Thomas Covenant = Pressed into political/military service, do the best you can while screwing up left and right due to your own limitations.

Frodo Baggins = Diagnosed with cancer, you kill the cancer by yourself with meditation instead of going to a doctor and getting chemo.

Ellis Dee, would you consider posting your “Tolkien’s story is about perfect creatures who have no flaws” comment as a separate thread? It’d be a bit of a lightning rod for book-fans, but I’d also hope it might begin a discussion about character development (or lack of) in the trilogy.

Sure, I’ll take the fall for you. :slight_smile:

The second Thomas Covenant trilogy is much weaker than the first, but I do much prefer the first to the Lord of the Rings trilogy.

I agree wholeheartedly.

Here’s that new thread, squeegee

I have to say, Ellis Dee, I’d also love to see a discussion on the character developement (or lack there of, depending upon your POV) of Tolkien’s characters.
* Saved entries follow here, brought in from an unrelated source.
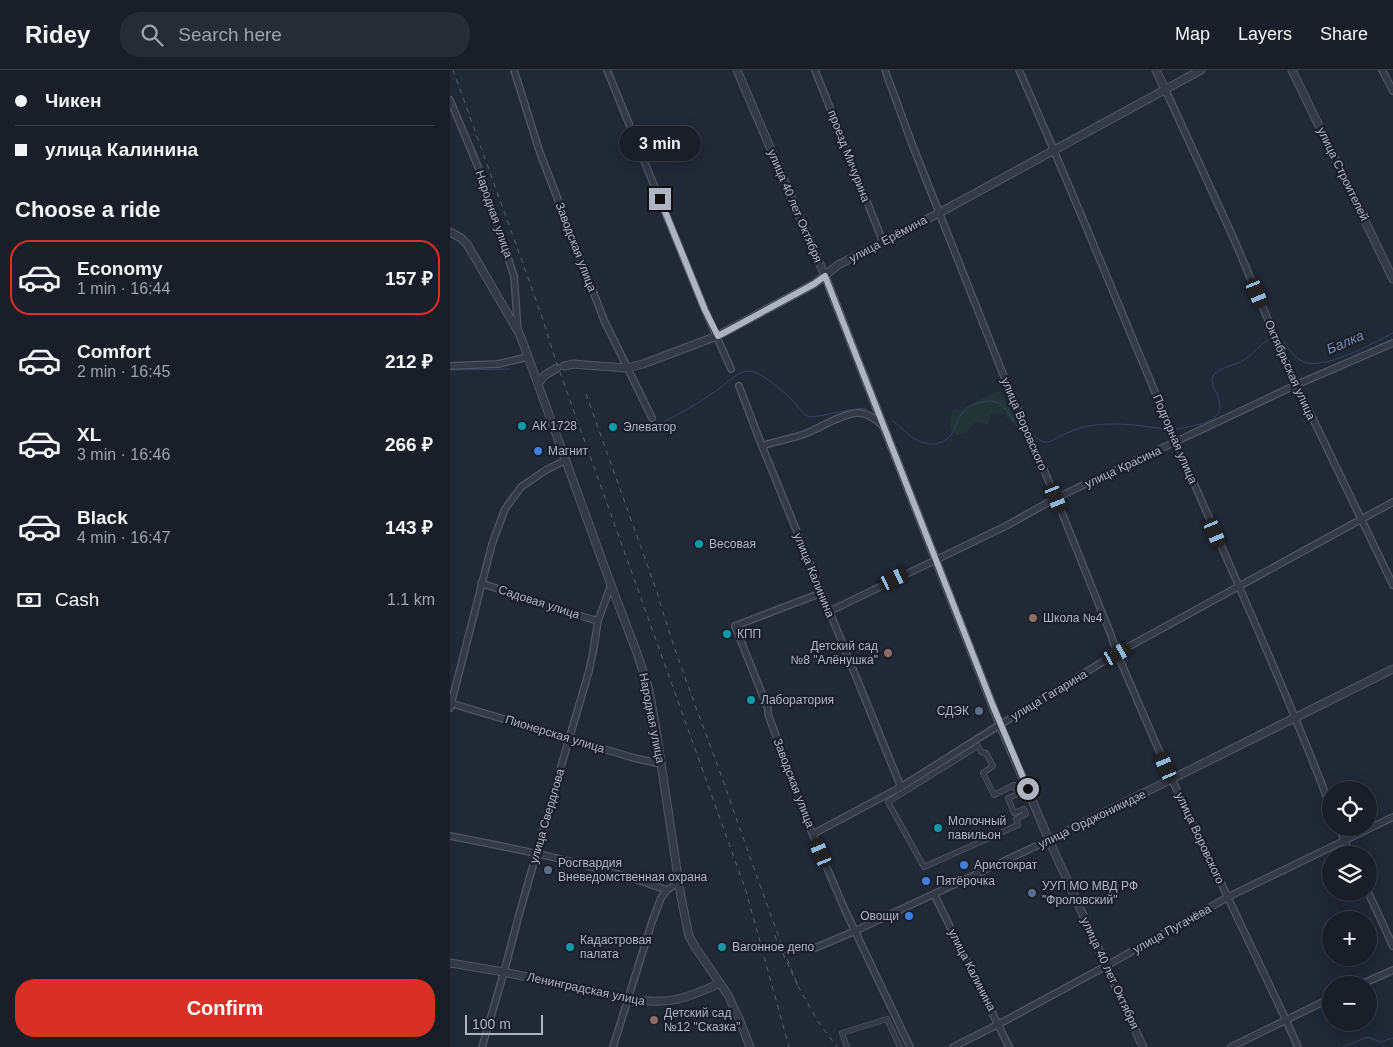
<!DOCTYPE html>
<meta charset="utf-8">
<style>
:root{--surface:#191e28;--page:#262b34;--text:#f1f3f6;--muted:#9fa2a8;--line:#373c45;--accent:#d93025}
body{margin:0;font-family:Helvetica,sans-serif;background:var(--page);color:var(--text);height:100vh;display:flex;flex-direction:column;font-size:19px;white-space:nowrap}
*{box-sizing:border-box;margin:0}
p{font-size:16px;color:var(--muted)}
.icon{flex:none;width:28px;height:28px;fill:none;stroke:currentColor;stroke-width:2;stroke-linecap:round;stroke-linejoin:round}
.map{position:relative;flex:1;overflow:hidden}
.drawer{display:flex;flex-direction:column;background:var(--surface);width:450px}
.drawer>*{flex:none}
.guide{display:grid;align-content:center;height:110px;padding:0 15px;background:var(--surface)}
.controls{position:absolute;left:872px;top:711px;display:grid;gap:10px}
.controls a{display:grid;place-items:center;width:55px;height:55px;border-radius:50%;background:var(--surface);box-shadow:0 5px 20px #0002,0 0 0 1px var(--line);font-size:25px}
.scale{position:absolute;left:15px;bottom:12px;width:78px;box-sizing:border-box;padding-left:5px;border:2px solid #afb4c3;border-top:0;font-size:14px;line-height:18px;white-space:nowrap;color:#afb4c3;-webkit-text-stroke:4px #1a1f2b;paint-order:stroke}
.end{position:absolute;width:22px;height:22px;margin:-11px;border:6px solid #afb4c3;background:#111;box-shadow:0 0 0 2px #111}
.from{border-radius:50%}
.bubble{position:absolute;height:35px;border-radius:18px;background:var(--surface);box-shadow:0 5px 20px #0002,0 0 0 1px var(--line);font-size:16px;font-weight:700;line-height:35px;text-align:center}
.car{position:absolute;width:15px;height:30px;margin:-15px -8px;border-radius:6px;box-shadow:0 0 4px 1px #0007;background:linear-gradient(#222 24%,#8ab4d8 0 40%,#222 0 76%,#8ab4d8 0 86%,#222 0)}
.guide b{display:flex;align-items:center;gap:18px;height:48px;font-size:19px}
.guide b+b{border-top:1px solid var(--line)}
.guide i{width:12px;height:12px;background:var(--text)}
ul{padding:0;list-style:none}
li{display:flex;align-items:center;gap:15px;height:75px;margin:0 10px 8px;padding:0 5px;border:2px solid transparent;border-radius:20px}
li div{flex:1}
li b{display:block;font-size:19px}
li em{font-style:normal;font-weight:700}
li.on{border-color:var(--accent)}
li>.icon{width:45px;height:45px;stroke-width:1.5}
h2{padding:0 15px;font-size:22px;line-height:60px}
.pay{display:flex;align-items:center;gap:12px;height:55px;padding:0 15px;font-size:19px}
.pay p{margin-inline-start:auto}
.cta{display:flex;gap:10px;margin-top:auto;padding:10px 15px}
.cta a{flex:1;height:58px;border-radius:20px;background:var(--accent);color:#fff;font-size:20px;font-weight:700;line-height:58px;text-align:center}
header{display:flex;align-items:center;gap:30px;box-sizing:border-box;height:70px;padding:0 25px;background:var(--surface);border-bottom:1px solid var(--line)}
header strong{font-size:24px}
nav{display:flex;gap:28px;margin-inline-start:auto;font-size:18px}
.search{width:350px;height:45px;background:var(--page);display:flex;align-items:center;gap:12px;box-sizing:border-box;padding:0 18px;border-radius:20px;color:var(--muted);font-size:19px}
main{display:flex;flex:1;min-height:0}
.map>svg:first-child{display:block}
</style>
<header>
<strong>Ridey</strong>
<div class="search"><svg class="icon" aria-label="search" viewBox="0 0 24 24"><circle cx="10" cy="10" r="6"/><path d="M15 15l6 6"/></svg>Search here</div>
<nav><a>Map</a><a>Layers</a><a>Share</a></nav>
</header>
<main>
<section class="drawer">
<div class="guide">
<b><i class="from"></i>Чикен</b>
<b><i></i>улица Калинина</b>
</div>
<h2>Choose a ride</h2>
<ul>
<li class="on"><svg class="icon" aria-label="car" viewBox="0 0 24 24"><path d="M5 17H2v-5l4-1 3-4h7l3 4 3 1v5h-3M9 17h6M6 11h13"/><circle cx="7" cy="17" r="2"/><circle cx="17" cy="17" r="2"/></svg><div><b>Economy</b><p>1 min · 16:44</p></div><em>157 ₽</em></li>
<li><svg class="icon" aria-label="car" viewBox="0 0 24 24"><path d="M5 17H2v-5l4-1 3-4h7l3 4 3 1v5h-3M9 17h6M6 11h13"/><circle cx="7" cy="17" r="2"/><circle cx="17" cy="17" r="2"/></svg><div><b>Comfort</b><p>2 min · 16:45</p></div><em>212 ₽</em></li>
<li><svg class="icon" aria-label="car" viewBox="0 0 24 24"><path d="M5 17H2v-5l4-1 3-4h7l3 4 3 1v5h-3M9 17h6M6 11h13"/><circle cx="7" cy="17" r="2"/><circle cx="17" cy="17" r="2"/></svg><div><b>XL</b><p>3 min · 16:46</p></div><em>266 ₽</em></li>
<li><svg class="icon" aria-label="car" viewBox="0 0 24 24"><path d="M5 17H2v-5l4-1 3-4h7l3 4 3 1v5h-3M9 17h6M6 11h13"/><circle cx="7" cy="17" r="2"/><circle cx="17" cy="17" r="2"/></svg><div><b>Black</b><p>4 min · 16:47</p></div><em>143 ₽</em></li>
</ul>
<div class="pay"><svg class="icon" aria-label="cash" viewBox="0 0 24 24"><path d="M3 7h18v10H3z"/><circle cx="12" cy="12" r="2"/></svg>Cash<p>1.1 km</p></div>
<div class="cta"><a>Confirm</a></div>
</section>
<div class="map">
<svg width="943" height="977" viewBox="0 0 943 977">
<rect width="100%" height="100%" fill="#212836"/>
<path fill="#243538" d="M545 322H551L555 331 560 334 565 341 568 350 562 352 555 345C551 345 545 343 541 344L540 351 537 355C517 345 526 365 506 365L500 359V355L502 341 505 339 510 340Z"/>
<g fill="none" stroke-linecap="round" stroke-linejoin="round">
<g stroke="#37445e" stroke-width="1">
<path d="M833 271C838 278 845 288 852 291 873 302 923 273 943 263"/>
<polyline points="0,300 59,299"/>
<path d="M443 351C451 357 458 365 467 370 480 377 497 375 504 360 509 347 513 337 528 333 532 332 539 330 543 331 561 335 561 357 575 362"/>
<path d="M209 354C229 345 248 333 266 321 275 315 286 302 298 301 303 301 307 303 312 306 322 312 333 321 342 330 347 334 351 343 357 346 364 350 403 336 417 339"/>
<path d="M726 359C740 356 771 354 770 335 769 331 769 328 767 324 764 319 760 312 763 306 768 298 782 296 790 292 802 287 811 272 820 269"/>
<path d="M581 364C588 367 590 373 598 372 601 372 605 369 608 367 616 363 624 360 633 357 660 351 687 355 714 359"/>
<polyline points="557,964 563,977"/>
<polyline points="893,977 917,967 931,972 943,968"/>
</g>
<defs>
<g id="pedestrian">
<polygon points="528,676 531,682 536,683 543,696 533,703 544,725 564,715 568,724 558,728 564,743 574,739 576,744 566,749 568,755 474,797 438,732"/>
<polyline points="397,977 392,963 437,949 450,977"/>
</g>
<g id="minor">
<polyline points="64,0 89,80 154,250 202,348"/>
<polyline points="157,0 255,240 281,299"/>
<polyline points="365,0 433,172"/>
<polyline points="435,0 462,74 555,309 606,428 661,565 667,583 716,697 836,950 848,977"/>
<path d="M569 0C624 124 674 250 727 374 779 495 834 615 881 738"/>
<polyline points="932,0 943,21"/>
<polyline points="715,19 783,167 838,297 943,515"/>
<polyline points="0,30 29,99 64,206 68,261"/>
<polyline points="0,296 48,294 78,287"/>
<polyline points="289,316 312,376 451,717"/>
<path d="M312 376C326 371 342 369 357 363 371 357 394 343 408 343 418 343 425 349 432 355"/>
<polyline points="31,513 97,536 148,551"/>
<polyline points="371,523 285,556 318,639 318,644 357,751 395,840 460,977"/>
<polyline points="378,542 556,456 606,428 846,315 943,273"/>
<polyline points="0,633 184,688 211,694"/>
<polyline points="0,638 42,474 55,439 71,417 96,400 116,390"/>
<polyline points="889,758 901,785"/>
<polyline points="363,764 451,717 543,659 667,583 943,432"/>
<path d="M0 766C73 780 147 795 217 820"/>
<polyline points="918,822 943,876"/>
<polyline points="484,824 559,977"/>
<polyline points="365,878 405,861 599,770"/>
<polyline points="910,915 943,900"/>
<polyline points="32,977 54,902 69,845 110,700 139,601 143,582 148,551 161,515"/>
<polyline points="163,977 202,852 211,828 217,820 229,812"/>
<polyline points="503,977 549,954 656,896 778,827 943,747"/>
<polyline points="781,977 881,928"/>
</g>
<g id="tertiary">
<polyline points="287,0 375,206 550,655 599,770 693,977"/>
<polyline points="706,0 715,19"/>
<polyline points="842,0 943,209"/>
<polyline points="0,162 11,168 17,174 69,263 73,273 161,515 187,583 199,620 205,653 231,827 239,866 245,877 278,925 289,949 300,977"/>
<polyline points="114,296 124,294 135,295 177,298 193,294 267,266 364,214 388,195 489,143 751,0"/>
<polyline points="88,314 95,305 107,298"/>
<polyline points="599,770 943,599"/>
<path d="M0 893 54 902 178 929C217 935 234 930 270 913"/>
</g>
</defs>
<use href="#pedestrian" stroke="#525764" stroke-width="6"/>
<use href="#minor" stroke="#525764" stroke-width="8"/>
<use href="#tertiary" stroke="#525764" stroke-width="9"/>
<use href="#pedestrian" stroke="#343a46" stroke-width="4.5"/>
<use href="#minor" stroke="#343a46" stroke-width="5.5"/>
<use href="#tertiary" stroke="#343a46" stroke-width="7"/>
<g stroke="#565e6d" stroke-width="1" stroke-dasharray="5 5" stroke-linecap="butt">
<polyline points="3,0 90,241 107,294 296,821 339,977"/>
<path d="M136 324 207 522C225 585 249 644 271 705 296 775 320 846 348 916L323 862"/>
<polyline points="348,916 367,950 387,977"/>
</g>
</g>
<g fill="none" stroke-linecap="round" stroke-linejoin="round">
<polyline stroke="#afb4c3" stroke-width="6" points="210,129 255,240 268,266 364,214 375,206 543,636 578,719"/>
</g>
<g fill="#0f9aa8" stroke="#1a1f2b" stroke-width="2">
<circle cx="72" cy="356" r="5"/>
<circle cx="163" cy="357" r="5"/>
<circle cx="249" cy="474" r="5"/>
<circle cx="277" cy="564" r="5"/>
<circle cx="301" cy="630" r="5"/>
<circle cx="488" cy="758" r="5"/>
<circle cx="120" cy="877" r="5"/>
<circle cx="272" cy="877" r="5"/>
</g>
<g fill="#3f7fe0" stroke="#1a1f2b" stroke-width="2">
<circle cx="88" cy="381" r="5"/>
<circle cx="514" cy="795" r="5"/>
<circle cx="476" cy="811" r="5"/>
<circle cx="459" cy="846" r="5"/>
</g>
<g fill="#8d6e63" stroke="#1a1f2b" stroke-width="2">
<circle cx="583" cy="548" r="5"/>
<circle cx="438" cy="583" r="5"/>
<circle cx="204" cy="950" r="5"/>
</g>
<g fill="#5c6f8a" stroke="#1a1f2b" stroke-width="2">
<circle cx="529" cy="641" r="5"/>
<circle cx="98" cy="800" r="5"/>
<circle cx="582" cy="823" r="5"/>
</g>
<g text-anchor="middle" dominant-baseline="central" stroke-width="4.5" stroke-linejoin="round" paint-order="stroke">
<g font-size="12" fill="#afb4c3" stroke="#1a1f2b">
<text transform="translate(399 86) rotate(69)">проезд Мичурина</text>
<text transform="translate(893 104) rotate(64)">улица Строителей</text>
<text transform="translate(345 136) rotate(67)">улица 40 лет Октября</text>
<text transform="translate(44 144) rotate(71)">Народная улица</text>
<text transform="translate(438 169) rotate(-28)">улица Ерёмина</text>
<text transform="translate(126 177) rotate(69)">Заводская улица</text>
<text transform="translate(840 300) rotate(66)">Октябрьская улица</text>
<text transform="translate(574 354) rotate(67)">улица Воровского</text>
<text transform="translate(725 369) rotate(67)">Подгорная улица</text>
<text transform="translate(673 397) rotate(-25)">улица Красина</text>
<text transform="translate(364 505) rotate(68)">улица Калинина</text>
<text transform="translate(89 532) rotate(18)">Садовая улица</text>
<text transform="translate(599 625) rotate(-31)">улица Гагарина</text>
<text transform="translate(202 648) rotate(79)">Народная улица</text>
<text transform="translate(105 664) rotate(17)">Пионерская улица</text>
<text transform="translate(344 713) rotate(69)">Заводская улица</text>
<text transform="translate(97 746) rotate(-74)">улица Свердлова</text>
<text transform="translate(642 749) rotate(-26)">улица Орджоникидзе</text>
<text transform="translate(750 768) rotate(65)">улица Воровского</text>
<text transform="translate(722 859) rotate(-29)">улица Пугачёва</text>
<text transform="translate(522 900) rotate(63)">улица Калинина</text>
<text transform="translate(660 903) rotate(65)">улица 40 лет Октября</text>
<text transform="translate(136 919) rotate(12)">Ленинградская улица</text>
</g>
<g font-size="12" fill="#afb4c3" stroke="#1a1f2b" text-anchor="start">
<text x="82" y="356">АК 1728</text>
<text x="173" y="357">Элеватор</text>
<text x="98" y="381">Магнит</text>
<text x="259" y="474">Весовая</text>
<text x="593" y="548">Школа №4</text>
<text x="287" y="564">КПП</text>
<text x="428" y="576" text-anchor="end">Детский сад<tspan x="428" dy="14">№8 "Алёнушка"</tspan></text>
<text x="311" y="630">Лаборатория</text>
<text x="519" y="641" text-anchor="end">СДЭК</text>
<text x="498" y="751">Молочный<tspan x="498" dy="14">павильон</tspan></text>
<text x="108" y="793">Росгвардия<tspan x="108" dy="14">Вневедомственная охрана</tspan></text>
<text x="524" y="795">Аристократ</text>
<text x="486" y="811">Пятёрочка</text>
<text x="592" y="816">УУП МО МВД РФ<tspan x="592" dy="14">"Фроловский"</tspan></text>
<text x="449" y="846" text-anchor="end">Овощи</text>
<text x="130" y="870">Кадастровая<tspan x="130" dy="14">палата</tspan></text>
<text x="282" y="877">Вагонное депо</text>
<text x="214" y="943">Детский сад<tspan x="214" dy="14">№12 "Сказка"</tspan></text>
</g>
<g font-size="14" font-style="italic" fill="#7889aa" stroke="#1a1f2b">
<text transform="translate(895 272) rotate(-23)">Балка</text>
</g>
</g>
</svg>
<div class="controls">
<a><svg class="icon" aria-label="locate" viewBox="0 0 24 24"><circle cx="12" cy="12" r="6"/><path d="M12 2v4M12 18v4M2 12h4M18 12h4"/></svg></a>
<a><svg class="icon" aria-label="layers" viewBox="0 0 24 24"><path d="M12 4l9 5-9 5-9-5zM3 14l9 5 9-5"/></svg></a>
<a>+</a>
<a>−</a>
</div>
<div class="scale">100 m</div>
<i class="end from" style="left:578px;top:719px"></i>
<i class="end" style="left:210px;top:129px"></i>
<div class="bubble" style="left:169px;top:56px;width:82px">3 min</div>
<i class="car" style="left:807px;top:223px;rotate:157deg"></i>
<i class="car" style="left:606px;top:428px;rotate:158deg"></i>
<i class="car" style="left:765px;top:463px;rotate:157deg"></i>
<i class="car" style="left:444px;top:509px;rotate:64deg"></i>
<i class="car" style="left:667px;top:584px;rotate:61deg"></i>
<i class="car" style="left:716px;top:697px;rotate:337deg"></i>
<i class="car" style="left:371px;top:783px;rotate:337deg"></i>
</div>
</main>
If you do in fact start such a thread, be sure to let me know! :wink:

Whoops! Guess I should refresh a given page before I actually respond to it, eh? That’ll learn me. I’m off to check out the new thread. (-:

FWIW, I’d take the opposite side of your proposition. For the most part, I’m satisfied with the growth of the main characters in the novels. Your milage did vary, which I find interesting.